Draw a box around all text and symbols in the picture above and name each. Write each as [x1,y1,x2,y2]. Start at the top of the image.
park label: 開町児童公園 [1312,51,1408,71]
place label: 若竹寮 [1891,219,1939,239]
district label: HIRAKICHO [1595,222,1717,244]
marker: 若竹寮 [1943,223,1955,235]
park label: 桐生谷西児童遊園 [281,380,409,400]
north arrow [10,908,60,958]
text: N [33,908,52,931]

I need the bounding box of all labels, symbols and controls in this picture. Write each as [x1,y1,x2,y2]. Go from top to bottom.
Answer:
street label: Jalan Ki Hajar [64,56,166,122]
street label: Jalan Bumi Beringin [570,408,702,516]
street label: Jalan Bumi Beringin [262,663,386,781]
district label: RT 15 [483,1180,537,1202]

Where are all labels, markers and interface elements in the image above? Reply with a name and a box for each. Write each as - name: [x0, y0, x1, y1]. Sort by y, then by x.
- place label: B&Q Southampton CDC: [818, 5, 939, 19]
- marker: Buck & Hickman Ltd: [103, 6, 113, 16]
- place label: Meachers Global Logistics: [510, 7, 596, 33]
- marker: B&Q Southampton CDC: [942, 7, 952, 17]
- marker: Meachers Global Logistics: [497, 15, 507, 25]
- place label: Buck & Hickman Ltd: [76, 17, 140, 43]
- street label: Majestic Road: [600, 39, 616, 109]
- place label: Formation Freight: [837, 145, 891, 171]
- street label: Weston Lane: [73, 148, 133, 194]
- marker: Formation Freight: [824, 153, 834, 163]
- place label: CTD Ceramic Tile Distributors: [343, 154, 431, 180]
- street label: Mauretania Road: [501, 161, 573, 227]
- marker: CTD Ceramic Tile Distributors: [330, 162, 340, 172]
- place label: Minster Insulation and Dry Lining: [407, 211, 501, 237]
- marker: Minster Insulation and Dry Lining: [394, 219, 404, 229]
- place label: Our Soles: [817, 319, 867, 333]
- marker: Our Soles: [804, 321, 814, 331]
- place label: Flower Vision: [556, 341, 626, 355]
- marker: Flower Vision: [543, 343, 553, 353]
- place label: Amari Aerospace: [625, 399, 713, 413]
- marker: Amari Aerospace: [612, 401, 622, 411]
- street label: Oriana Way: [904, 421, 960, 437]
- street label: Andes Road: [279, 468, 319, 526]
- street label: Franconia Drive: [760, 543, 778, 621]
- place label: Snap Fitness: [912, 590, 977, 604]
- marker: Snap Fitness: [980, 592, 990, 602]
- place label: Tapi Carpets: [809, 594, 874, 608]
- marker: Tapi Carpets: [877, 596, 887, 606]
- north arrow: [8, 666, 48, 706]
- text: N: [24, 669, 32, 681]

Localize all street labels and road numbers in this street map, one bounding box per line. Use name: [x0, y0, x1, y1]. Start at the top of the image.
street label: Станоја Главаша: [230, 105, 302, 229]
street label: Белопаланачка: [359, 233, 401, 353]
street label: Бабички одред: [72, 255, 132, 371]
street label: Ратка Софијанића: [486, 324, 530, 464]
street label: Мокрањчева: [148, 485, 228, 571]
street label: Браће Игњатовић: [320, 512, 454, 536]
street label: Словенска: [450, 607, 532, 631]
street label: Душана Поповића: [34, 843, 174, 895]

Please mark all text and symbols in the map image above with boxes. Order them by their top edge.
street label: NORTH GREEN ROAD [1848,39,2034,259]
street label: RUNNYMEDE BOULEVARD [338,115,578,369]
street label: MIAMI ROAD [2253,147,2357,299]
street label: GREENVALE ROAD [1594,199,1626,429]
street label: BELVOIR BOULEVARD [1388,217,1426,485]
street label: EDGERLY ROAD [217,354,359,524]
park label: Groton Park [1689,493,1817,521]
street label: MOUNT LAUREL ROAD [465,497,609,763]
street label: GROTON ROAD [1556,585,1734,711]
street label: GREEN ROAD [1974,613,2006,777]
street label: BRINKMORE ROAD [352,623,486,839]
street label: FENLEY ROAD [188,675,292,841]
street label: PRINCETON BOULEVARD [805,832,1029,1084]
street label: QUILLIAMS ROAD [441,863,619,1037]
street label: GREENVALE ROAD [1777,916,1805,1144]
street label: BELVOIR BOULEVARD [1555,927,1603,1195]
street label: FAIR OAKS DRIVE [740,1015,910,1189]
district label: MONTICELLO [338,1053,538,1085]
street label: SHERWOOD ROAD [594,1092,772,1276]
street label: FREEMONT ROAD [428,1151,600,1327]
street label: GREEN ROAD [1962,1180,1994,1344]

.....

● What is being asked: Repeat the entries above exactly, beginning at their first line and ending with the line that contains "I need the bounding", with nothing added.

● Exercise output:
Draw a box around all text and symbols in the picture above and name each. Write each as [x1,y1,x2,y2]. Start at the top of the image.
park label: 開町児童公園 [1312,51,1408,71]
place label: 若竹寮 [1891,219,1939,239]
district label: HIRAKICHO [1595,222,1717,244]
marker: 若竹寮 [1943,223,1955,235]
park label: 桐生谷西児童遊園 [281,380,409,400]
north arrow [10,908,60,958]
text: N [33,908,52,931]

I need the bounding box of all labels, symbols and controls in this picture. Write each as [x1,y1,x2,y2]. Go from top to bottom.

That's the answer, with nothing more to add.